Persoalan tersebut juga berhubungan dengan komitmen Indonesia terhadap perubahan iklim. Pemerintah menargetkan sektor Forestry and Other Land Use atau FOLU mencapai kondisi net sink pada 2030.
Target tersebut akan semakin sulit dicapai apabila kebakaran hutan dan lahan terus terjadi. Kebakaran melepaskan karbon sekaligus merusak ekosistem yang memiliki fungsi sebagai penyerap karbon.
Menurut Bagus, kondisi tersebut juga dapat mempengaruhi kepercayaan internasional terhadap komitmen lingkungan Indonesia.
“Indonesia ingin dunia percaya pada FOLU Net Sink 2030. Tetapi setiap tahun kita masih membiarkan karbon terbakar. Ini bukan hanya persoalan emisi, tetapi persoalan kredibilitas sebuah bangsa,” ujarnya.
Karhutla, kata Bagus, pada akhirnya menjadi ujian terhadap kapasitas negara dalam mengelola sumber daya alam. Pemerintah tidak cukup hanya hadir ketika kebakaran telah terjadi.
Pemerintah harus mampu mencegah perubahan ruang yang dilakukan melalui pembakaran, memastikan tata kelola perizinan berjalan dengan tepat dan benar, serta menindak seluruh aktor yang terbukti terlibat.
“Kalau setiap tahun Pemerintah hanya datang setelah api menyala, berarti Pemerintah sedang mengelola kebakaran, bukan mencegahnya, karena polanya selalu berulang” kata Bagus.
Menurut dia, keberhasilan penanganan karhutla tidak semestinya diukur dari berapa banyak titik api yang berhasil dipadamkan. Ukurannya harus bergeser pada kemampuan Pemerintah mencegah kebakaran dan membongkar struktur ekonomi-politik yang memungkinkan pembakaran terjadi.

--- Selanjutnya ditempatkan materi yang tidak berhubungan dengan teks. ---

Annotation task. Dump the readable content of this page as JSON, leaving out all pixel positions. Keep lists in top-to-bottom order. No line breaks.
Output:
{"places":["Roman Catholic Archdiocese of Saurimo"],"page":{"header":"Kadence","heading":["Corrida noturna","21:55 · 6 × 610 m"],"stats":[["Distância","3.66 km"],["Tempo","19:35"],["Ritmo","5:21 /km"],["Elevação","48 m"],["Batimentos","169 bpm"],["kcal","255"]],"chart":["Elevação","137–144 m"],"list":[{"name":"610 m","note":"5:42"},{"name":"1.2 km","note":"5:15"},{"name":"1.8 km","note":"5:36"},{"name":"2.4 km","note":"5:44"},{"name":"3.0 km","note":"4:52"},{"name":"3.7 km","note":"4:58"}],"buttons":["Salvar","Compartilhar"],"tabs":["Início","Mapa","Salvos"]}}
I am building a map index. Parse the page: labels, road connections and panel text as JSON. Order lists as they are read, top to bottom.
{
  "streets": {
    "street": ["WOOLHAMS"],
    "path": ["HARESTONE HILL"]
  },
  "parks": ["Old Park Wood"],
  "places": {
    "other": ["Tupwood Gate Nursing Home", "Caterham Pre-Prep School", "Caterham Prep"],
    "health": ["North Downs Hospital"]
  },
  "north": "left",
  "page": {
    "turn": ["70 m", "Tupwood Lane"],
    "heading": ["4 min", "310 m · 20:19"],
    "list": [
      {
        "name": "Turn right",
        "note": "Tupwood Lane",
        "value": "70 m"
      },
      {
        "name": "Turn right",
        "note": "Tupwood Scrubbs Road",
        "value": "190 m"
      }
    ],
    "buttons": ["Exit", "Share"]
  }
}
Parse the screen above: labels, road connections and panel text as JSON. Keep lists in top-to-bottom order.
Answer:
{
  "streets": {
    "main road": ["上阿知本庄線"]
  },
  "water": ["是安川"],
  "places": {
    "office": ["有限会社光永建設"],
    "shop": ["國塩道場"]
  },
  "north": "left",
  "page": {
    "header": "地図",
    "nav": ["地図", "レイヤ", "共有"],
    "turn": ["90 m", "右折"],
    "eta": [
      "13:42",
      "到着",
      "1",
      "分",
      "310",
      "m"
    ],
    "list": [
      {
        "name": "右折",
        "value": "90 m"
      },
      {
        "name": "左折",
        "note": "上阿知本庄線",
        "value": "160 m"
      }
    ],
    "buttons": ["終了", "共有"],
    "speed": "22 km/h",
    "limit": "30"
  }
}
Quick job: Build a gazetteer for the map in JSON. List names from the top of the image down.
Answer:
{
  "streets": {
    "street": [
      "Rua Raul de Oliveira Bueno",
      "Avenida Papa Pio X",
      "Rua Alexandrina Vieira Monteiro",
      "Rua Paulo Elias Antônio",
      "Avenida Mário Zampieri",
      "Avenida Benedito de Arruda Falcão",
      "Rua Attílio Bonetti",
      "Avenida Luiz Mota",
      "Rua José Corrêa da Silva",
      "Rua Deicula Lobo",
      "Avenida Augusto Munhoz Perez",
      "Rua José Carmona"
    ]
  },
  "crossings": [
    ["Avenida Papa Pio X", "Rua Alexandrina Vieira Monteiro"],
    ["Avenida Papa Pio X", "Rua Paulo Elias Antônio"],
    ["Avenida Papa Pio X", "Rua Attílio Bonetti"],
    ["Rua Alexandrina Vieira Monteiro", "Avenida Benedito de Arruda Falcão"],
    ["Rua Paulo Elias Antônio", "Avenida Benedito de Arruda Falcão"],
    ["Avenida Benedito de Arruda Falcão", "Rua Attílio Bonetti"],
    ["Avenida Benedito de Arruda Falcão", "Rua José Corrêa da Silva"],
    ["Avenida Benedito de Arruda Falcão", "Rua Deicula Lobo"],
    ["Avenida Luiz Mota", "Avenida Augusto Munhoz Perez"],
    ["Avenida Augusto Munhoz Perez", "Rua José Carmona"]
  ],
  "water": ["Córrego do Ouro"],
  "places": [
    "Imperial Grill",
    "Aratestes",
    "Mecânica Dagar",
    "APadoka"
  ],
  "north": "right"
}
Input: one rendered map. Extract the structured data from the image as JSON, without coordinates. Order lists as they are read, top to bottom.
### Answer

“Api adalah gejalanya. Politik ruang adalah penyakitnya. Kalau pemerintah hanya memadamkan api tanpa membenahi politik ruang, kebakaran akan selalu kembali.”
Bagi Bagus, persoalan karhutla pada akhirnya memperlihatkan batas kemampuan negara. Indonesia sebenarnya memiliki teknologi, aparat dan regulasi untuk menangani kebakaran.
Persoalannya terletak pada kemampuan mengubah seluruh instrumen tersebut menjadi tindakan yang mampu menyentuh akar masalah.
“Negara tidak kekurangan alat untuk memadamkan api. Negara kekurangan keberanian untuk memadamkan kepentingan di balik api.”